A New Birth of Freedom by Paul A. Rahe

This is what gives me hope. For we are not yet a people apt to acquiesce in dictates handed down by our lords and masters. When Britain and Canada drifted into socialism, there were no tea parties spontaneously formed by ordinary citizens to buck the trend. The British and the Canadians lacked the spirit of resistance – though, to be fair, it lived on in the likes of Margaret Thatcher.

We Americans are made of sterner stuff. During the Cold War, we defended the Free World. In our absence, I am convinced, everyone else would have given way.




...we have not yet entirely lost the American spirit. What happened at the town halls in August, what took place in Virginia, in New Jersey, and, most dramatically, in Massachusetts proves the contrary. Barack Obama and his minions are indeed persuaded that public sentiment does not matter. They could not care less that the citizens do not consent, and they believe that what they have done cannot be undone. "Yes, we can," they chant. But the truth is they can’t, for they are wrong.
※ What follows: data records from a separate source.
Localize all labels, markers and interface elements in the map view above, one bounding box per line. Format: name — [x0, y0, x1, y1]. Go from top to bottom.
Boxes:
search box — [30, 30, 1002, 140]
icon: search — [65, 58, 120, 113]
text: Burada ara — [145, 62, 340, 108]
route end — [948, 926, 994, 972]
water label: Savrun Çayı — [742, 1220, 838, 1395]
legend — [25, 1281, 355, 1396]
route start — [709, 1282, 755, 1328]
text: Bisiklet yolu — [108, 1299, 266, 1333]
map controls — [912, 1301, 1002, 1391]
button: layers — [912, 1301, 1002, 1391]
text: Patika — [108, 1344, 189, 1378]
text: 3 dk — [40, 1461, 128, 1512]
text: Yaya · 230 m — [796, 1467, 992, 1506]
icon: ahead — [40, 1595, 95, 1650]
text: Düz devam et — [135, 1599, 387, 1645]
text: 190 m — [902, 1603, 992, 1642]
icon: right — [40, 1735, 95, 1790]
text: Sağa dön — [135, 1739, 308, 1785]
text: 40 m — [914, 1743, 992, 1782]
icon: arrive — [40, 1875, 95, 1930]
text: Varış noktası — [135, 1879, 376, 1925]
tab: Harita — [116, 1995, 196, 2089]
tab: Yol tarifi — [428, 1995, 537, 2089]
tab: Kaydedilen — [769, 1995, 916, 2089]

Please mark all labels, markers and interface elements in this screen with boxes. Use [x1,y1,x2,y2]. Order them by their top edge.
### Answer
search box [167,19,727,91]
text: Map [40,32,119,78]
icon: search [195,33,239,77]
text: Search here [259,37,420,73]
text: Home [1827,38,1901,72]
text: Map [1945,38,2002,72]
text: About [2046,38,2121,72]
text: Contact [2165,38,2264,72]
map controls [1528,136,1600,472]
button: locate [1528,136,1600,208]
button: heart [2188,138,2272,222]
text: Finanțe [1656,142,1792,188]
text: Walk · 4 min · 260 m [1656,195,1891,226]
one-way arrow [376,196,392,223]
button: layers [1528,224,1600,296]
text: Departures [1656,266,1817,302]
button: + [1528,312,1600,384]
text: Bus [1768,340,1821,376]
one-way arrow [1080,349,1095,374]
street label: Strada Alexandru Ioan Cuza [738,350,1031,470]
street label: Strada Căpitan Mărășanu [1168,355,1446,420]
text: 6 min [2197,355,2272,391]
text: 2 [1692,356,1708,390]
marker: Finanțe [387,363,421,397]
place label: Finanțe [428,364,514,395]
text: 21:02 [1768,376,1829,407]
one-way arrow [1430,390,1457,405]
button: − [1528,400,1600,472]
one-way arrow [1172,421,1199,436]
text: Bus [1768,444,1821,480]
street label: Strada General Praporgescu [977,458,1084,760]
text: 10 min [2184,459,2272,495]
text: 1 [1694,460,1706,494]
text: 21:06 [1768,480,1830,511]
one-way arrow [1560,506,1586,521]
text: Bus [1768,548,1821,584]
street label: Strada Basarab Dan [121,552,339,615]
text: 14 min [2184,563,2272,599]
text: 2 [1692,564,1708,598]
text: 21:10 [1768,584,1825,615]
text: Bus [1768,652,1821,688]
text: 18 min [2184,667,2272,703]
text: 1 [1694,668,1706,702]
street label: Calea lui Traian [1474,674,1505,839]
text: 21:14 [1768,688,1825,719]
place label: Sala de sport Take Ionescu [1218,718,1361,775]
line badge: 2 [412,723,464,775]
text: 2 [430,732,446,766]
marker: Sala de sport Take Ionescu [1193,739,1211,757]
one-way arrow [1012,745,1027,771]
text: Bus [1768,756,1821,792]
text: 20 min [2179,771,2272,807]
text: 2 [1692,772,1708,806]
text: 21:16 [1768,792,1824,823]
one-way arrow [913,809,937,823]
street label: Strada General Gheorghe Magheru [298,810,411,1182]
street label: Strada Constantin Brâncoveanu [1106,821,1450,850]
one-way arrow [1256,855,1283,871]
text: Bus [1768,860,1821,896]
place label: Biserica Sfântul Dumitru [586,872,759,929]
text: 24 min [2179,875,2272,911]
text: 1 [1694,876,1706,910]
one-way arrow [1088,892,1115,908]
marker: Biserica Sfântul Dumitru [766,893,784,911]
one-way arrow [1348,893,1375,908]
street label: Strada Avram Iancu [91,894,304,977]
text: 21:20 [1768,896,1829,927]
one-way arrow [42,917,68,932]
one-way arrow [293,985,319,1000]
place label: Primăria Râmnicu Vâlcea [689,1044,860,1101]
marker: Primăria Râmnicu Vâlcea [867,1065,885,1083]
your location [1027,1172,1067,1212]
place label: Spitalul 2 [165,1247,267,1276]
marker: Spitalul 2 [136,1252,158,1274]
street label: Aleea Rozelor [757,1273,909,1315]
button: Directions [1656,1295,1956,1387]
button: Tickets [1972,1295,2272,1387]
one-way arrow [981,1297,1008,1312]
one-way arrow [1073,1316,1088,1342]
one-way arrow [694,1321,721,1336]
Never, in the history of the United States, has a political party dared, in the face of public opinion fully formed and fiercely adverse, to carry so ambitious a bill without a modicum of cover from the opposition. What the Democrats have done is a breathtaking expression of contempt not just for public sentiment as revealed in the polling data but also for the verdict handed down by the people of Massachusetts at the polls in January. What they have done would never have been attempted by Franklin Delano Roosevelt or Lyndon Baines Johnson, who had a healthy respect for public opinion. What Barack Obama calls the audacity of hope is reckless in the extreme.